# Data Cleaning and Machine Learning 

## Reading the New Integrated Sample

In [1]:
import numpy as np
import imdb 
import pandas as pd
anime_data = pd.read_csv("C://Users//Master//new_anime_data1.csv")

anime_data['episodes'] = anime_data['episodes'].replace('Unknown', np.nan)


## Data Transformation

### Drop Some Special Characters from "genre" and "overview", and Covert "type" to Movie/Tv series

In [2]:
l1 = []
l2 = []
l3 = []


anime_data['genre'].fillna('',  inplace=True)
anime_data['overview'].fillna('',  inplace=True)
anime_data['type'].fillna('',  inplace=True)
for index, row in anime_data.iterrows():
    item = row['genre']
    if(pd.isnull(item)):
            item =""
    else:
        if isinstance(item, (list, tuple)):
            item = ','.join(item)
        else:
            item = item.replace(" ","")
            item = item.replace("[","")
            item = item.replace("]","")
            item = item.replace("'","")
    l1.append(item) 
      

for index, row in anime_data.iterrows():
    item = row['overview']
    if(pd.isnull(row['overview'])):
            item = ""
    else:
       # for item in anime_data['overview']:
            if isinstance(item, (list, tuple)):
                item = ','.join(item)
            else:
                item = item.replace("[","")
                item = item.replace("]","")
    l2.append(item) 

for index, row in anime_data.iterrows():
    item = row['type']
    if(pd.isnull(row['type'])):
        item = np.nan
    else:    
        if "movie" in item:
            item = "movie"
        else:
            item = "tv series"
    l3.append(item)   
    
    
anime_data['genre'] = l1   
anime_data['overview'] = l2
anime_data['type'] = l3

#drop dublicate
#anime_data.drop_duplicates(inplace = True)

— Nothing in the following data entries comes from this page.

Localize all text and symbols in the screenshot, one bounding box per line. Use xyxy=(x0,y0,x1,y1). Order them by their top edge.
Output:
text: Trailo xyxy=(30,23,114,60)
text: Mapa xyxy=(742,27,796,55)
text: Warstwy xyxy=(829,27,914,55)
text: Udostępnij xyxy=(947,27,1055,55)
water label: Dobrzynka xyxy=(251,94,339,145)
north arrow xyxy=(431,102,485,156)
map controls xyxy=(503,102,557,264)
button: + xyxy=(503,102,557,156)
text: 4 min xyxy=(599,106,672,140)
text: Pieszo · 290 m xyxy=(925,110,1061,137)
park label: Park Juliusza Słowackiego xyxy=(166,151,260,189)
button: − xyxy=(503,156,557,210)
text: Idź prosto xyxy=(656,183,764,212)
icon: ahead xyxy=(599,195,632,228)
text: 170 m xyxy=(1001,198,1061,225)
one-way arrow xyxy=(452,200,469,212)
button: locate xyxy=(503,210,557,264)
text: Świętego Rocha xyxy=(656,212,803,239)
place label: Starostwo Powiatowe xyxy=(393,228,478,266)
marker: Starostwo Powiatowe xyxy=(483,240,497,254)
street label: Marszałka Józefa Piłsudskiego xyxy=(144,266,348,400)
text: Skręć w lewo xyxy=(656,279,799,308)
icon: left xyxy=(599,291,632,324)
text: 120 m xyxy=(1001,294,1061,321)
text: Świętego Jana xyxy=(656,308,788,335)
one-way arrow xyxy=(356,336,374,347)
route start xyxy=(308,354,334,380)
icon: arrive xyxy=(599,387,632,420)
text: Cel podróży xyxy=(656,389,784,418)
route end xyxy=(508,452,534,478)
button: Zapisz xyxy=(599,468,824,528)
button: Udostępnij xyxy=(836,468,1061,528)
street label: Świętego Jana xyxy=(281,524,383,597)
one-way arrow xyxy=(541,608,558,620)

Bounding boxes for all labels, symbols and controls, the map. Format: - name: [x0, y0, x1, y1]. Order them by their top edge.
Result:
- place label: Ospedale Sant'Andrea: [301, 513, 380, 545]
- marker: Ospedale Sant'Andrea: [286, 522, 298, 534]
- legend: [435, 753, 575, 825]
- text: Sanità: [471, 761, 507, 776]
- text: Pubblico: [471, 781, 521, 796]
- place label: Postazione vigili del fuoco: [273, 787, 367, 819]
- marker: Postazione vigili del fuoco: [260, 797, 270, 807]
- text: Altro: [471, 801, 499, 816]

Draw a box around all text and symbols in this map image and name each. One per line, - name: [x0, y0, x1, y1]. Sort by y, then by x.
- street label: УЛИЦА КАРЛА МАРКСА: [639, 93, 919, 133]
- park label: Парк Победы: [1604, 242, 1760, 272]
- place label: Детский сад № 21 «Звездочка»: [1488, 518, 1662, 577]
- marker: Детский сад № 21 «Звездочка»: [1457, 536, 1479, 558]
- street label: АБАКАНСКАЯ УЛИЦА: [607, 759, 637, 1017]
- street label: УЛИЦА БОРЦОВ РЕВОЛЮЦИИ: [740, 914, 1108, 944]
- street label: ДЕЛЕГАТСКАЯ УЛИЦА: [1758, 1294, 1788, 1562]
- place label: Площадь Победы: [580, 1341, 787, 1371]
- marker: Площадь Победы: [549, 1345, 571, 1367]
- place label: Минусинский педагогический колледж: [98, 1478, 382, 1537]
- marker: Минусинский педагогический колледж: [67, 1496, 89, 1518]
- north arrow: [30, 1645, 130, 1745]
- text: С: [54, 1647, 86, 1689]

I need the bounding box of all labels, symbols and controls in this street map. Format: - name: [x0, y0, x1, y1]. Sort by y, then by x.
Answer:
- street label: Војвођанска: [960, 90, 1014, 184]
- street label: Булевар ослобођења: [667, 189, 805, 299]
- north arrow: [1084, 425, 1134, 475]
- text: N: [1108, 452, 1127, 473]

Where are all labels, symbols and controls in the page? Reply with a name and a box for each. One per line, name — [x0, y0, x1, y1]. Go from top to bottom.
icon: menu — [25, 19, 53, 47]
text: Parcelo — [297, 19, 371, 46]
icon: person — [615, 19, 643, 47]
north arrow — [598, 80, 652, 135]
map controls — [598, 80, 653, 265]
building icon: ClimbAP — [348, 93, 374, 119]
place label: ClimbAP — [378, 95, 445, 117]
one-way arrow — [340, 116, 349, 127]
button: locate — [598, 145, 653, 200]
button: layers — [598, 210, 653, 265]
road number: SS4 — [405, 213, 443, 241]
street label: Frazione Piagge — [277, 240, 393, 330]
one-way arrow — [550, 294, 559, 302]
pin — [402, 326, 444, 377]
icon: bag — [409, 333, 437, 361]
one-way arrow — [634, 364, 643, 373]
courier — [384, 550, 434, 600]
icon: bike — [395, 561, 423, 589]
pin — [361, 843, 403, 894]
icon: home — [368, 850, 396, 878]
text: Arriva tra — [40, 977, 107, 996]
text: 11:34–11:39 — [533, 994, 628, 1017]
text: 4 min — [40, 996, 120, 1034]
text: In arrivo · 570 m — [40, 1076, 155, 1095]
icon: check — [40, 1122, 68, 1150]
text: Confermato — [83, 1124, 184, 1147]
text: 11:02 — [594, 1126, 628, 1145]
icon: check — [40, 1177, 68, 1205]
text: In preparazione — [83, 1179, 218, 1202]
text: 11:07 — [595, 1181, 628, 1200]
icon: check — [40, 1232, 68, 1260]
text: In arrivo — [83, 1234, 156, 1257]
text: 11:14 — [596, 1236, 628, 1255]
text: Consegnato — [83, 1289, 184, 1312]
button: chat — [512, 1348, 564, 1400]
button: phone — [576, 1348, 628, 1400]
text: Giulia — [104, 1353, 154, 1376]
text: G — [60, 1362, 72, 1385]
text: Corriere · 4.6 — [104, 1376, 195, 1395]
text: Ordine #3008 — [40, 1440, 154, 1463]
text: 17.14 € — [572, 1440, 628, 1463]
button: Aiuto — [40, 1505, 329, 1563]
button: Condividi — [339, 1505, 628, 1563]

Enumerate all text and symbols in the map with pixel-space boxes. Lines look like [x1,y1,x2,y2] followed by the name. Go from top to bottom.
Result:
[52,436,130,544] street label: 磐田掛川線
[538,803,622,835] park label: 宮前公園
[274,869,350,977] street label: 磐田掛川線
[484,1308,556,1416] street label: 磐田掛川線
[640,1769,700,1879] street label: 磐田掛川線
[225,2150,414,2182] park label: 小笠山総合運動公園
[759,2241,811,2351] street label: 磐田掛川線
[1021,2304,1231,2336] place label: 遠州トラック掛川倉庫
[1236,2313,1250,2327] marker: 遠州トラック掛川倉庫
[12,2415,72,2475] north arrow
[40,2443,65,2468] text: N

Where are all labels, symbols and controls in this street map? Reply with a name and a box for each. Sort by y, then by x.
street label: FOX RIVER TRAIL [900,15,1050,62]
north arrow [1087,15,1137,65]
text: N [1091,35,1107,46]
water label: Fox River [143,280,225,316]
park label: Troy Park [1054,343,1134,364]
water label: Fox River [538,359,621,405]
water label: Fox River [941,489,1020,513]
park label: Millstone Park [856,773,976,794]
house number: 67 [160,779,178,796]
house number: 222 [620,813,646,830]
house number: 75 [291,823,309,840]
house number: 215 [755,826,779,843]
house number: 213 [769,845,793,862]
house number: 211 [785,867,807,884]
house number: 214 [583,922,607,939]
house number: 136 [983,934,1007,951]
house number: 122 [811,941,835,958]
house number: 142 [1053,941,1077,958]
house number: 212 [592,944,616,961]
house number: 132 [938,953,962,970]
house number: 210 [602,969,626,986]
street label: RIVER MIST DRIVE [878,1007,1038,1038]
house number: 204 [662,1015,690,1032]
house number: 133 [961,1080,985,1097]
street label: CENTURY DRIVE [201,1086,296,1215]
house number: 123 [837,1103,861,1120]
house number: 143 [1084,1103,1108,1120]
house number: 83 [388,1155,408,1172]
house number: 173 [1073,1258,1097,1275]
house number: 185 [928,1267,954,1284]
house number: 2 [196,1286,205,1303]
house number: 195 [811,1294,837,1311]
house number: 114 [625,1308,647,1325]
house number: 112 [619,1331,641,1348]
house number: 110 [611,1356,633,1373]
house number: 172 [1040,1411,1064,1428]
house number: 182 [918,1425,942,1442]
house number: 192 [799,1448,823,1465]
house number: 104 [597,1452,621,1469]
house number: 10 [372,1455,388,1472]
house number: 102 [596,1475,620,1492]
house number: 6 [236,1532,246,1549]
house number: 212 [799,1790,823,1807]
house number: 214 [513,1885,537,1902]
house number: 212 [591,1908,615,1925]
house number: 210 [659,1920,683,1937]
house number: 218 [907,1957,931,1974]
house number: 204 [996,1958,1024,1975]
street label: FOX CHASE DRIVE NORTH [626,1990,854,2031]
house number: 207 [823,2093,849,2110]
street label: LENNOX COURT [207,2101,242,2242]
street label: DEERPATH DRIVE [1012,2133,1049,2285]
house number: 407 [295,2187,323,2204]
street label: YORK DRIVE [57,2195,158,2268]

### Applying One-Hot and Binary Encoding

In [3]:
from sklearn.preprocessing import LabelBinarizer

anime_data = anime_data.dropna()

#one-hot encoding to transform the genres column to numerical columns
df = anime_data.genre.str.get_dummies(',')

#binary encoding for type column
type_lb = LabelBinarizer()
X = type_lb.fit_transform(anime_data.type.values)


dfOneHot = pd.DataFrame(X, columns = ["movie/TVseries" for i in range(X.shape[1])])
anime_data = pd.concat([anime_data, dfOneHot], axis=1)
anime_data = pd.concat([anime_data, df], axis=1)

anime_data['movie/TVseries'].fillna(0, inplace=True)

#anime_data

### Counting words "overview"

In [4]:
import nltk
#nltk.download('punkt')
#nltk.download('averaged_perceptron_tagger')
def get_words(x):
    bagofwords=[]
    for i in x:
        if i[1]=='NN':
            bagofwords.append(i[0])
        elif i[1]=='NNS':
            bagofwords.append(i[0])
        elif i[1]=='NNP':
            bagofwords.append(i[0])
        elif i[1]=='NNPS':
            bagofwords.append(i[0])
        elif i[1]=='JJ':
            bagofwords.append(i[0])
        elif i[1]=='JJR':
            bagofwords.append(i[0])
        elif i[1]=='JJS':
            bagofwords.append(i[0])
        elif i[1]=='RB':
            bagofwords.append(i[0])
        elif i[1]=='RBR':
            bagofwords.append(i[0])
        elif i[1]=='RBS':
            bagofwords.append(i[0])
    return bagofwords

def clean_words(x):
    b=nltk.pos_tag(nltk.word_tokenize(x))
    result=get_words(b)
    return result

In [5]:
from sklearn.feature_extraction.text import TfidfVectorizer

summary_doc = anime_data['overview'].fillna("").map(clean_words)
summary_doc =summary_doc.apply(','.join)
 
vectorizer = TfidfVectorizer()
overview_feature = vectorizer.fit_transform(summary_doc).toarray()
#overview_feature = vectorizer.fit_transform(summary_doc)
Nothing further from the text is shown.